▶ **Directions for this task**
Please say how many lines in the records below contain the word "position". Give the number and nothing more.

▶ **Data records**
= = = = =

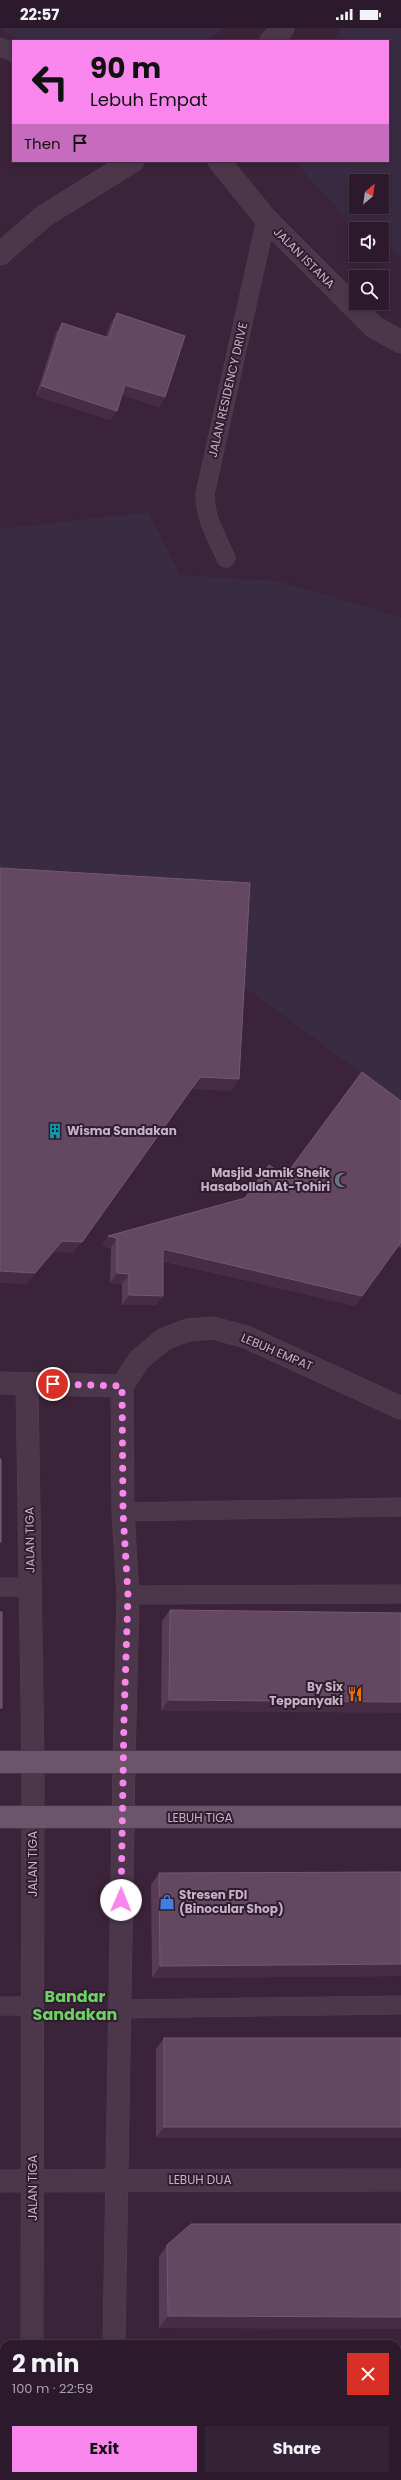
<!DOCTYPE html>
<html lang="en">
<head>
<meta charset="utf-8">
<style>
  body { margin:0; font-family:Poppins,sans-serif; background:#342334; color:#f1f3f6; height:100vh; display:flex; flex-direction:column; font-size:15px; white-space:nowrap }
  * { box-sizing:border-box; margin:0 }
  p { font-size:13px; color:#a6a1a9 }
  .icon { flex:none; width:22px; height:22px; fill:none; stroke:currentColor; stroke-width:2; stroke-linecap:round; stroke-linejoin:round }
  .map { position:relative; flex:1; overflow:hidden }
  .drawer { position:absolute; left:0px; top:2312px; width:401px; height:140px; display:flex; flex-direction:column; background:#2c1a2c; border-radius:12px 12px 0 0; box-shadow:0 2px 6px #0003,0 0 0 1px #483848 }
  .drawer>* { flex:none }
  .hud { position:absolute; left:12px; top:12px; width:377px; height:122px; border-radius:0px; box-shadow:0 2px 6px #0003,0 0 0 1px #483848; background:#f886ed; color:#111; overflow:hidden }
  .needle { width:26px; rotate:29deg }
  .tools { position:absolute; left:349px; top:146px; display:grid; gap:8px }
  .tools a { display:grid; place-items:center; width:40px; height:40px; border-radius:0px; background:#2c1a2c; box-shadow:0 2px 6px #0003,0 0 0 1px #483848; font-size:20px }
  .pin { position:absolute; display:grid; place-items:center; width:34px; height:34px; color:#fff; margin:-17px; border:2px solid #fff; border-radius:50%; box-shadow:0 1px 4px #0007 }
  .me { position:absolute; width:44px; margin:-22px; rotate:1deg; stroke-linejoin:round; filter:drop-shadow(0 0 3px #0008) }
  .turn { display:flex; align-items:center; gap:14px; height:84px; padding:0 12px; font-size:18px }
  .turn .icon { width:52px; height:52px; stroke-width:2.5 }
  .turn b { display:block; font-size:28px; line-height:34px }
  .then { display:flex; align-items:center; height:38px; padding:0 12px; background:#0003; gap:8px; font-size:15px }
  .round { display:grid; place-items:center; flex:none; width:42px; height:42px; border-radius:0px; background:#342334 }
  .head { display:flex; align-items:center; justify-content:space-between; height:68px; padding:0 12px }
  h1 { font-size:24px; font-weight:700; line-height:30px }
  .cta { display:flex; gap:8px; margin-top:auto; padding:8px 12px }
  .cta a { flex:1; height:46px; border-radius:0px; background:#f886ed; color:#111; font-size:16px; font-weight:700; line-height:46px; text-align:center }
  .cta a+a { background:#342334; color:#f1f3f6 }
  .status { display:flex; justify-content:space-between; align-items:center; height:28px; padding:0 20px; background:#2c1a2c; direction:ltr }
  .status svg { height:11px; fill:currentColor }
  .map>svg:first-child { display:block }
  .green { fill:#392b42; fill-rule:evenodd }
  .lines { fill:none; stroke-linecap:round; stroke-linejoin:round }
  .service-casing { stroke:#554053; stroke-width:19 }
  .minor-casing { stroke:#554053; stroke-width:23 }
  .tertiary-casing { stroke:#554053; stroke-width:23 }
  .primary-casing { stroke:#554053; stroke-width:23 }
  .service { stroke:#4c364a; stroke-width:18 }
  .minor { stroke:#4c364a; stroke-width:22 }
  .tertiary { stroke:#4c364a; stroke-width:22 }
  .primary { stroke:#6c546a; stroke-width:22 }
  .wall { fill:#583b56 }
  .shaded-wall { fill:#482c46 }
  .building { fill:#644862; stroke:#745872 }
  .route { stroke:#f886ed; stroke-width:7; stroke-dasharray:0 12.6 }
  .labels { text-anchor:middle; stroke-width:4; stroke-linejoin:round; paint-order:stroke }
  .street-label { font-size:12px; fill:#c7b2c5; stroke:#301c2f }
  .poi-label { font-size:12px; font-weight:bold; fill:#c7b2c5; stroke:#301c2f; text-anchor:start }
  .district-label { font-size:16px; font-weight:bold; fill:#6ad460; stroke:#301c2f }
</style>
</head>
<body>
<div class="status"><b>22:57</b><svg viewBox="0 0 49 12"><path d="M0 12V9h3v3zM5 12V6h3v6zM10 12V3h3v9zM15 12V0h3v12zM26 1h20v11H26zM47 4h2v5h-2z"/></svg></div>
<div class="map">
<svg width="401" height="2452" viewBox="0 0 401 2452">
  <rect width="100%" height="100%" fill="#3b233a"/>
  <!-- green -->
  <g class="green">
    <path d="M0,0H223L207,13H19Z"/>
    <path d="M343,0H401V229L382,216V201H360L348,192L294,133H388V13H331ZM356,153H382V179H356Z"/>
    <path d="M149,484L180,547L278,553L401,589V1075L237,953L0,852V501Z"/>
  </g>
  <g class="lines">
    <defs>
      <g id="service">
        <path d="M0,19L13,24"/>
        <path d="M226,530C216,508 205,490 205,466L266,191"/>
        <path d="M123,1484L401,1479"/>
        <path d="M0,1559H30"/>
        <path d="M128,1567L401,1566"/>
        <path d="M0,1978H33"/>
        <path d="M120,1981L401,1977"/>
        <path d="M0,2330H4"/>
        <path d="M397,2332H401"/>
      </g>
      <g id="minor">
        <path d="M219,133L266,191L374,299L401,314"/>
        <path d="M0,1355L122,1358"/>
        <path d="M27,1356L33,1734"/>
        <path d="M122,1358L123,1484L128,1567L124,1734"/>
        <path d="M122,1358L139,1332L164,1311L188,1302L213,1300L246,1309L401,1380"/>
        <path d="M0,2153L401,2152"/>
      </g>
      <g id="tertiary">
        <path d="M271,13L283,0"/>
        <path d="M0,226L44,188L133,133"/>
        <path d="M32,2316L33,1734"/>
        <path d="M114,2316L124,1734"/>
        <path d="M32,2452V2448"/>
        <path d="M111,2452L112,2448"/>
      </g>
      <g id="primary">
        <path d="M0,1734H401"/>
        <path d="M0,1789H401"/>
      </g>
    </defs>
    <!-- service casing -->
    <use href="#service" class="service-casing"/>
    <!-- minor casing -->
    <use href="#minor" class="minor-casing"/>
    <!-- tertiary casing -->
    <use href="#tertiary" class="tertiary-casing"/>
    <!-- primary casing -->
    <use href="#primary" class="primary-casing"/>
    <!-- service -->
    <use href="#service" class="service"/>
    <!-- minor -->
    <use href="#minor" class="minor"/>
    <!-- tertiary -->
    <use href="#tertiary" class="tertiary"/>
    <!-- primary -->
    <use href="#primary" class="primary"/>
  </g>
  <!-- wall -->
  <g class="wall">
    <path d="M117,285L165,369L159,379L122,367L117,383L110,392L36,368L56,305L62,295L106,309L111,295Z"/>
    <path d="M401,1073V1220L398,1218L355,1278L163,1233L156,1277H122V1256L110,1255L111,1220L102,1218L108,1208L245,1170L285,1148Z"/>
    <path d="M170,1582L401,1585L161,1683L162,1593Z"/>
    <path d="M401,1844V1948L152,1950L151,1857L159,1845Z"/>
    <path d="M164,2010H401L156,2110V2021Z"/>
    <path d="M401,2196L159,2300V2229L167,2217Z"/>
    <path d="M155,2448H397L401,2452H158Z"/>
  </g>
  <!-- shaded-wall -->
  <g class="shaded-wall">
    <path d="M125,357L165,369L159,379L119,366Z"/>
    <path d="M42,358L117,383L110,392L36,368Z"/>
    <path d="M200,1049L239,1051L231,1063L192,1061L73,1225L54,1224L26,1256L0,1255V1243Z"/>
    <path d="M108,1208L117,1210L111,1220L102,1218Z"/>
    <path d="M401,1214L355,1278L156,1231L163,1221Z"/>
    <path d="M117,1245L129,1246L122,1256L110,1255Z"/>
    <path d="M129,1267L163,1268L156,1277H122Z"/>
    <path d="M169,1672L401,1674V1685L161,1683Z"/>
    <path d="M401,1936V1948L152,1950L160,1938Z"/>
    <path d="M164,2099H401V2110H156Z"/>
    <path d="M168,2288L401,2289V2301L159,2300Z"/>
    <path d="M174,2448H283L401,2449V2452H171Z"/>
  </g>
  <!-- building -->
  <g class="building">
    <path d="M117,285L185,308L165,369L125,357L117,383L42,358L62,295L109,310Z"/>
    <path d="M0,840L250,855L239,1051L200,1049L82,1214L62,1213L35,1245L0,1243Z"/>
    <path d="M362,1044L401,1073V1214L362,1268L163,1221V1268L129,1267V1246L117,1245V1210L108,1208L245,1170L269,1137L285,1148Z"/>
    <rect x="0" y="1431" width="1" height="83"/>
    <path d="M170,1582L401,1585V1674L169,1672Z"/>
    <rect x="0" y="1584" width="2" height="96"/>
    <path d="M401,1844V1936L160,1938L159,1845Z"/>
    <rect x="164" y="2010" width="237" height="89"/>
    <path d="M191,2196H401V2289L168,2288L167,2217Z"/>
    <path d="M397,2358H401V2449L283,2448H397Z"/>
    <path d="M0,2361H2L3,2452H0Z"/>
  </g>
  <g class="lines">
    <!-- route -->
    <path class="route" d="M53,1356L122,1358L123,1484L128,1567L124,1690L121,1872"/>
  </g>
  <!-- icons -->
  <defs>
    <symbol id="building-bare" viewBox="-9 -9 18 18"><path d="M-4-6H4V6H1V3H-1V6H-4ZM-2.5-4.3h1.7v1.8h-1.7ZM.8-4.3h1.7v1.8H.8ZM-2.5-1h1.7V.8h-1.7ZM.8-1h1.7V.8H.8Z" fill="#0f9aa8" stroke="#301c2f" stroke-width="2.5" paint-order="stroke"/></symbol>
    <symbol id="mosque-bare" viewBox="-9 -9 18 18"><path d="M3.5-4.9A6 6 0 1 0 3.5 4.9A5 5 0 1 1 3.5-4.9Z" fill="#6b7280" stroke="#301c2f" stroke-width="2.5" paint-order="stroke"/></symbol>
    <symbol id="restaurant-bare" viewBox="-9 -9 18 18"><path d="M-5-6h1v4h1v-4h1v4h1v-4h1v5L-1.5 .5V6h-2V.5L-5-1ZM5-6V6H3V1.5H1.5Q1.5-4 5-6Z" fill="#e8710a" stroke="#301c2f" stroke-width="2.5" paint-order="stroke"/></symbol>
    <symbol id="shop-bare" viewBox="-9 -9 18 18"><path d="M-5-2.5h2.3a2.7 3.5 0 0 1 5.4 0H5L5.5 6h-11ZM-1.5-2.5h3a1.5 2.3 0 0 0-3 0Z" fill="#3f7fe0" stroke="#301c2f" stroke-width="2.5" paint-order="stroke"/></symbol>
  </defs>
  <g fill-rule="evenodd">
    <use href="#building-bare" x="44" y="1092" width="22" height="22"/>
    <use href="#mosque-bare" x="331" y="1141" width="22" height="22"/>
    <use href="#restaurant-bare" x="344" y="1655" width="22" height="22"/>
    <use href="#shop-bare" x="156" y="1863" width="22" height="22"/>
  </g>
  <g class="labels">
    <!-- street labels -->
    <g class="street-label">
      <text transform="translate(304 230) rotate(45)" y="4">JALAN ISTANA</text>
      <text transform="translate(228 362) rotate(-77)" y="4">JALAN RESIDENCY DRIVE</text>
      <text transform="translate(277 1324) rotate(23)" y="4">LEBUH EMPAT</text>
      <text transform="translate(30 1512) rotate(-91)" y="4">JALAN TIGA</text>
      <text x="200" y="1794">LEBUH TIGA</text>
      <text transform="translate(33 1836) rotate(-90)" y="4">JALAN TIGA</text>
      <text x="200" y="2156">LEBUH DUA</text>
      <text transform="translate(33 2160) rotate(-90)" y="4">JALAN TIGA</text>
    </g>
    <!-- poi labels -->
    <g class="poi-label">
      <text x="67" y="1107">Wisma Sandakan</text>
      <text x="330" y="1149" text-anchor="end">Masjid Jamik Sheik<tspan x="330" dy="14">Hasabollah At-Tohiri</tspan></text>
      <text x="343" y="1663" text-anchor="end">By Six<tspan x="343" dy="14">Teppanyaki</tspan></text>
      <text x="179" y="1871">Stresen FDI<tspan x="179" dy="14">(Binocular Shop)</tspan></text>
    </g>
    <!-- district labels -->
    <g class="district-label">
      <text x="75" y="1974">Bandar<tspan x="75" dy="18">Sandakan</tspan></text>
    </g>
  </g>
</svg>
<div class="tools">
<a><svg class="needle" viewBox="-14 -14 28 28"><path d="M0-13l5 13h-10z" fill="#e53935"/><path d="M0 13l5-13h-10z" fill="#a6a1a9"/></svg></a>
<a><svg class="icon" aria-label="sound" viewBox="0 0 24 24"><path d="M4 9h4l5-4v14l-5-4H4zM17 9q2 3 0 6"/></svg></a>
<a><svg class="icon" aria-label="search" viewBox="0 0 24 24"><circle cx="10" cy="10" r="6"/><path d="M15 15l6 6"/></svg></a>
</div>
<div class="pin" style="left:53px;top:1356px;background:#d93025"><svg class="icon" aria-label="arrive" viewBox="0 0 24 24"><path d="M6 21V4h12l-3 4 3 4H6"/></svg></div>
<svg class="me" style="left:121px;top:1872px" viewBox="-20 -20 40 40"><circle r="19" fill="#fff"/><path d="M0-13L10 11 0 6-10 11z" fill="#f886ed"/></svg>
<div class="hud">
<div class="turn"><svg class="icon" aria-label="left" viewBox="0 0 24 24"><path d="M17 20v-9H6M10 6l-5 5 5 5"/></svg><div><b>90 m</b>Lebuh Empat</div></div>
<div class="then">Then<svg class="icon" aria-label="arrive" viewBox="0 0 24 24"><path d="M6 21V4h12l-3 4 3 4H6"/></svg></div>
</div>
<section class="drawer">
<div class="head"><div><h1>2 min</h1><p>100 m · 22:59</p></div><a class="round" style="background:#d93025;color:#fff"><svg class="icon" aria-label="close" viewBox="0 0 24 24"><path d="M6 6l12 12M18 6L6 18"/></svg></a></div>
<div class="cta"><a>Exit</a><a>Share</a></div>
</section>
</div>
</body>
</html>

= = = = =

▶ **Result below**
6